Germany National Debt

The national debt of nations is not something solely an American problem. In this article, we take a look at the Germany national debt issue and how it compares to others.

German Debt

The Germans are, of course, part of the European Union. In fact, one could argue very convincingly that Germany is the dominant country in the Eurozone from at least an economic perspective. Much of this is due to the fact that Germany has a dominant and strong economy that came through the European Great Recession with a minimum of fuss and this means the German national debt is under control.

Debt Level

The gross German national debt is estimated to be roughly 85 percent at the end of 2011. This represents an increase from 65 percent in 2007 before the Great Recession steamrolled Europe and the United States. 65 percent is considered a safe ratio, but 85 percent is moving into unsafe areas. The difference in this case, however, is a good bit of the Germany national debt has come in the form of temporary spending to get through the economic rough spot and in bailing out other countries in the EU. Both of these events will end soon and few see Germany as being in an untenable situation.

Banking Risks

There are two areas that could certainly upset this.
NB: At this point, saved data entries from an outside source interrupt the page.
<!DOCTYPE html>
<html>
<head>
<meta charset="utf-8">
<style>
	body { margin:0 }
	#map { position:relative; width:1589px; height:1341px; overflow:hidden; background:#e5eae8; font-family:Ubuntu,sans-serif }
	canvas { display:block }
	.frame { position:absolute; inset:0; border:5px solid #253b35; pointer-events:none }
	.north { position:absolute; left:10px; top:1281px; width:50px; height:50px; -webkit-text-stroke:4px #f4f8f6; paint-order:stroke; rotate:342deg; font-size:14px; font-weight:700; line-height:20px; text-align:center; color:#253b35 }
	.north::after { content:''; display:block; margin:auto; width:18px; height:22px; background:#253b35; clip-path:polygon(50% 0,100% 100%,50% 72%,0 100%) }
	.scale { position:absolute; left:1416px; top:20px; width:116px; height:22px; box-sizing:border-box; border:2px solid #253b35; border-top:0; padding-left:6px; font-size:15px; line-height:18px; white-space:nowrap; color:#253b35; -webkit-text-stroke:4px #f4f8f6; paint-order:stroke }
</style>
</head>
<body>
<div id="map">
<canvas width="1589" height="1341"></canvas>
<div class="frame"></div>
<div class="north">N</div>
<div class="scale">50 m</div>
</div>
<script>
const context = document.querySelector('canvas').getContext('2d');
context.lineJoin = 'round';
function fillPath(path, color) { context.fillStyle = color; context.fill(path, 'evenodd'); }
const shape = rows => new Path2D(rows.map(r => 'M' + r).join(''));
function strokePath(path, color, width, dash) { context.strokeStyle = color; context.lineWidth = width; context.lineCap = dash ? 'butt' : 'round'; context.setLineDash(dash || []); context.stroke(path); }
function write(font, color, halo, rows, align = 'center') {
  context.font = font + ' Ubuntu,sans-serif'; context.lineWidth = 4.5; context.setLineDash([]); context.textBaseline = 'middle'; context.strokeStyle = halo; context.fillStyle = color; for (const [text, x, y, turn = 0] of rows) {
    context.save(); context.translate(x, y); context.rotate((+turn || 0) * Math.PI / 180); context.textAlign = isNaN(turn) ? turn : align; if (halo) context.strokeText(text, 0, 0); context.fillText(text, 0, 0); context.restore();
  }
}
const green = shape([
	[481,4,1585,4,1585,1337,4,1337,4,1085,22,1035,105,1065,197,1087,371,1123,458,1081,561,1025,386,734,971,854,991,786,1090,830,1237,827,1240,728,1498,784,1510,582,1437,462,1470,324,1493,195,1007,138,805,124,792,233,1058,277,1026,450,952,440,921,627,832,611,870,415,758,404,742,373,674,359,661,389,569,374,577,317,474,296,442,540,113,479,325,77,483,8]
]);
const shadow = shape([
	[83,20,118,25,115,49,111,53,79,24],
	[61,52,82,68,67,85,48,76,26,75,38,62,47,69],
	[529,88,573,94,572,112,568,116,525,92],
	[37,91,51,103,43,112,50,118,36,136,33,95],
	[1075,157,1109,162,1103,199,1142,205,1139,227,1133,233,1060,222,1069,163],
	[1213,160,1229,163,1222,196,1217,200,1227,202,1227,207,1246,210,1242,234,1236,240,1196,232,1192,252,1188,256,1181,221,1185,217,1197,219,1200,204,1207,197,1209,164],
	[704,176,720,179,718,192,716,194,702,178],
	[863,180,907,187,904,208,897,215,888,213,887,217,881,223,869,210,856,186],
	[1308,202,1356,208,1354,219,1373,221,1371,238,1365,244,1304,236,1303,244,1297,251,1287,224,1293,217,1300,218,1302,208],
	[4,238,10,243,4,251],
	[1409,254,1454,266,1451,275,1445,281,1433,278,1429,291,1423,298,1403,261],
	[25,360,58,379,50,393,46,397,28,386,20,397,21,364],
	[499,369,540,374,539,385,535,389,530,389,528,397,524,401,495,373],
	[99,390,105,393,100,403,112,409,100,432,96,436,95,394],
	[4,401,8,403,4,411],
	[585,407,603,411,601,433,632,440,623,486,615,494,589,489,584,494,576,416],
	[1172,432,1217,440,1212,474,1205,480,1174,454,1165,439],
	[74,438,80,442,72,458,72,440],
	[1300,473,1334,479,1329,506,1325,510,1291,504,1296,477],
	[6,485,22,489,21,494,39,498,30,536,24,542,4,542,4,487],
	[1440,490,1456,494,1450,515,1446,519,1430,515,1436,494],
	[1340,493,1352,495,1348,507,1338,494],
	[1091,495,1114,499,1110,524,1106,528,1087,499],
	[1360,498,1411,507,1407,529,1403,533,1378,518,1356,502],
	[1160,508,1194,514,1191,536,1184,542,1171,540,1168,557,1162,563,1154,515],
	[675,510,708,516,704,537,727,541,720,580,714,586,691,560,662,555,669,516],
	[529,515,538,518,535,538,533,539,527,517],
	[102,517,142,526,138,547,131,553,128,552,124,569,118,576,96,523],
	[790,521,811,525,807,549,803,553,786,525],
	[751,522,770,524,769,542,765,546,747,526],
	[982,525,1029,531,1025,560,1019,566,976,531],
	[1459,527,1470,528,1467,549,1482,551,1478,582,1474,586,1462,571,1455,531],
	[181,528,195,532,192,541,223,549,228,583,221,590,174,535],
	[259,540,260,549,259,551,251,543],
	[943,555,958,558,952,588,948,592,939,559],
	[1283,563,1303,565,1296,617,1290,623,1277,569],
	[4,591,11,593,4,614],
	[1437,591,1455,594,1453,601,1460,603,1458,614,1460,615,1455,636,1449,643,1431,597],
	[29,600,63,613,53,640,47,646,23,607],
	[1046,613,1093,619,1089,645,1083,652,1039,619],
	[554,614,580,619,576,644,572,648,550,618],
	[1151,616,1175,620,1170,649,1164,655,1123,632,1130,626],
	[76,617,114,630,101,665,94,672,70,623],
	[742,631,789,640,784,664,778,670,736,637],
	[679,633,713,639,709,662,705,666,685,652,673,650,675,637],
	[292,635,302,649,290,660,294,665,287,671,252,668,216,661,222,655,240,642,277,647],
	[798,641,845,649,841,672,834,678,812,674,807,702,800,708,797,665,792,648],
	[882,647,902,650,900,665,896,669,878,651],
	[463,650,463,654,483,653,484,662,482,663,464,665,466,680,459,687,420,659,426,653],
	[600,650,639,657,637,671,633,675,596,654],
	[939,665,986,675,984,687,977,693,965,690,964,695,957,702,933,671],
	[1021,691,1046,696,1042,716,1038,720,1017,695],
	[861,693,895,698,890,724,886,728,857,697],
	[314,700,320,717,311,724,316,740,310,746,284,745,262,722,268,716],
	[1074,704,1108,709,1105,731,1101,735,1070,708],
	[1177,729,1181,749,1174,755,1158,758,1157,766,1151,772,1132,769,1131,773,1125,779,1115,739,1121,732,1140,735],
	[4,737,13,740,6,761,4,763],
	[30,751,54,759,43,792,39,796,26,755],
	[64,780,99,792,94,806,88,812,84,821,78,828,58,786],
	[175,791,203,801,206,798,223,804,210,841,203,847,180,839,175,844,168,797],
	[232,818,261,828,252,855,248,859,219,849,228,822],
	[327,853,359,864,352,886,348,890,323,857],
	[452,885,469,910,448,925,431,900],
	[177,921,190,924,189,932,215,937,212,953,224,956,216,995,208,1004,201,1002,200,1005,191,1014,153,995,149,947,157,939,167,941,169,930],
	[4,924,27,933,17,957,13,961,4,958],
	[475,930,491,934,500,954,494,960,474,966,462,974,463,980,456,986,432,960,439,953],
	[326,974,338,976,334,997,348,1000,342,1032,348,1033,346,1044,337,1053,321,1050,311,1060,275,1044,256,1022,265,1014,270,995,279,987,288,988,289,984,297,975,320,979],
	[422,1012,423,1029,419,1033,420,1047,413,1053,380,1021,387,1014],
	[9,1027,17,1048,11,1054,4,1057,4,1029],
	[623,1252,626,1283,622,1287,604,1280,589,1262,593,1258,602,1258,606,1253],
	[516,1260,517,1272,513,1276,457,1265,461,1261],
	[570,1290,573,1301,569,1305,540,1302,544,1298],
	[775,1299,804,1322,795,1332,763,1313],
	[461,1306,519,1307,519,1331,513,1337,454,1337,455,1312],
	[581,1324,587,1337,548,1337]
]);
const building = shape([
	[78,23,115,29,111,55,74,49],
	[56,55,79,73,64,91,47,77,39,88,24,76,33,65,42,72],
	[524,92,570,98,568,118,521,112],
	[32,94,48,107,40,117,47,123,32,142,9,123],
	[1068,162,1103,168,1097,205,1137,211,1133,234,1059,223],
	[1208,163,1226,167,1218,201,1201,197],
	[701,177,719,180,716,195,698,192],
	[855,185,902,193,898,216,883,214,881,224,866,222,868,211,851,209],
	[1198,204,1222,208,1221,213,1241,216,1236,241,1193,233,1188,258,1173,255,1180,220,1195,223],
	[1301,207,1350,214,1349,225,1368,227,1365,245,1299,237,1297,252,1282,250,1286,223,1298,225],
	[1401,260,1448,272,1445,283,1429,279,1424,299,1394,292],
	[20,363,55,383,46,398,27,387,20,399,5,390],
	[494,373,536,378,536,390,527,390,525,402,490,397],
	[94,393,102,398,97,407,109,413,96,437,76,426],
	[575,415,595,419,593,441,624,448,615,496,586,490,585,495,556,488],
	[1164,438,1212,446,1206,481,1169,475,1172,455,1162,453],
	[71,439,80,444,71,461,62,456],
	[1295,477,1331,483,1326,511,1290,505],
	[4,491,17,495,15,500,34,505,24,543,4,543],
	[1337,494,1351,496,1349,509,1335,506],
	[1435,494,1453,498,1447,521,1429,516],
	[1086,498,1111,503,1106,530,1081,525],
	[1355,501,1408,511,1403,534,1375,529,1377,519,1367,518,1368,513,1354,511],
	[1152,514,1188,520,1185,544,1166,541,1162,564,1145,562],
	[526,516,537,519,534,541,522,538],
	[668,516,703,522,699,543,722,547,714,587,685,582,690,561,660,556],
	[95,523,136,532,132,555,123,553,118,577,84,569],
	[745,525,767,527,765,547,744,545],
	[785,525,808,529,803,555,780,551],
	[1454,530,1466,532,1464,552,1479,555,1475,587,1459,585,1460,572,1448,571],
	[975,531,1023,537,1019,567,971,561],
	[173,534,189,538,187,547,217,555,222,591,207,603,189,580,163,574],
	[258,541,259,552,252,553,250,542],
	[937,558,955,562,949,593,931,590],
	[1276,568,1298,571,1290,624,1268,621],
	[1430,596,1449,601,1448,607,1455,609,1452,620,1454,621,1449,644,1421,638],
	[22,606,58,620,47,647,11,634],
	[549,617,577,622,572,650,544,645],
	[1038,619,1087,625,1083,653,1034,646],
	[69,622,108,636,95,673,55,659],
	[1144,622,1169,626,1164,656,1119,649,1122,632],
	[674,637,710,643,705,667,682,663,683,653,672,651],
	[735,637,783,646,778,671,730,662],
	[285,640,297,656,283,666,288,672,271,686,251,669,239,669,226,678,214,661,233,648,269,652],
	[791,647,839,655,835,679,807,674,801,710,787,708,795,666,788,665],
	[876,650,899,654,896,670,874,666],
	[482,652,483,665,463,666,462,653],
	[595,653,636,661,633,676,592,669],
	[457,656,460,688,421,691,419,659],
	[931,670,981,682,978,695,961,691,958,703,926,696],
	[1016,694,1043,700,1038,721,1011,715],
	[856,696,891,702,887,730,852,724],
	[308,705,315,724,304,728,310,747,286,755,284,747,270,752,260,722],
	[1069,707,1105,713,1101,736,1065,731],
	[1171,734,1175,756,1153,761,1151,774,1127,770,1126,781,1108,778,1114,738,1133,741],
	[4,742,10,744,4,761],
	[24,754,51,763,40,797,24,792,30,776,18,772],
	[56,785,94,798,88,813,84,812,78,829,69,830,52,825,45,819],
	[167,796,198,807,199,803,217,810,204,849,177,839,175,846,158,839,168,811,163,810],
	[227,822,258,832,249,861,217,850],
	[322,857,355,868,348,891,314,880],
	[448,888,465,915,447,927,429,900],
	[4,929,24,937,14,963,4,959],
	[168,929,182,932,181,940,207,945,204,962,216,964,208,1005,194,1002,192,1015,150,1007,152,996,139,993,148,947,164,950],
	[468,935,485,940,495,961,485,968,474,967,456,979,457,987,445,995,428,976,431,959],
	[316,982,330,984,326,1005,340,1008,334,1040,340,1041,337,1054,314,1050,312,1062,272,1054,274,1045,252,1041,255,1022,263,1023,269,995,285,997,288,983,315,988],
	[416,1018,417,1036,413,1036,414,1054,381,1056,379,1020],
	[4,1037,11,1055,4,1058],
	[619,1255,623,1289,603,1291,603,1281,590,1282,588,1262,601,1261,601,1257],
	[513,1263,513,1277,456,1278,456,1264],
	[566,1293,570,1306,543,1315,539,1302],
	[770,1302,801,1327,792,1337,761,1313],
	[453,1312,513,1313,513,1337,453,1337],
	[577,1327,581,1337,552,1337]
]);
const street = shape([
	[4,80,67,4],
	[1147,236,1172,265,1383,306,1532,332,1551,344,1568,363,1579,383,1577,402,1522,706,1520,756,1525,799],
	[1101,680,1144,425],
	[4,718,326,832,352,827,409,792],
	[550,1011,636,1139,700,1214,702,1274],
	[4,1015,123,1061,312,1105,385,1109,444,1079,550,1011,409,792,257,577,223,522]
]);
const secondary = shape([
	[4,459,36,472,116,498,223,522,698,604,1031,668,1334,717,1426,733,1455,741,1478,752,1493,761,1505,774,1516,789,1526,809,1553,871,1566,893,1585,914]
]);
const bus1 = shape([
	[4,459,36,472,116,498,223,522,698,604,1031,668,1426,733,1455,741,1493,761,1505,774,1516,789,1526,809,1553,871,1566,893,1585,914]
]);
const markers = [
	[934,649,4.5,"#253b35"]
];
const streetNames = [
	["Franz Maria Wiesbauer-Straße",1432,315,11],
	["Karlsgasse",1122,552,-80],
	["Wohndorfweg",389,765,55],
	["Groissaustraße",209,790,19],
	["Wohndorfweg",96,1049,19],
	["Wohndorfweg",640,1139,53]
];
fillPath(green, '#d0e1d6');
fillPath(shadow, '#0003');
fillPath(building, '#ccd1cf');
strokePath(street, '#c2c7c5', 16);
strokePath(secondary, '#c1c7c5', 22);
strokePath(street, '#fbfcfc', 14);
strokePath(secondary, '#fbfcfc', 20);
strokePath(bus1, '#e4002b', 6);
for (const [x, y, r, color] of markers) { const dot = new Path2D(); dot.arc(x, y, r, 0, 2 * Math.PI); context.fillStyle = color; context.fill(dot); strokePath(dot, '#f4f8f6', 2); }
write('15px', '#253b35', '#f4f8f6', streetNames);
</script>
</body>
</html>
Taken in no particular order, the first concern is the state of German banks. German banks have loaned money unwisely to countries such as Greece, which have no hope of paying the loans back. This is why you see Germany stepping up and leading EU efforts to find a solution to the debt problems of the PIIGS in the EU. If the banks fail completely, you could see the Germany national debt explode as the government steps in to bailout the banks to prevent a meltdown. In such a scenario, the debt ratio would go well over 100 percent.

EU Risks

The second risk has to do with the EU itself. The question many are legitimately asking now is whether the European Union can exist as an economic force. The primary problem is that the countries are not economic equals. During rough patches, this leaves relatively strong economies like France and Germany facing serious financing obligations for weaker countries like Greece, Portugal and now even Spain and Italy. If these weaker countries fall apart, the total bailout amount would be huge and Germany would have to pay much of the bill.

The Germany national debt is currently a bit high, but generally considered to be under control. That doesn’t mean there aren’t risks that could come down the road in the near future.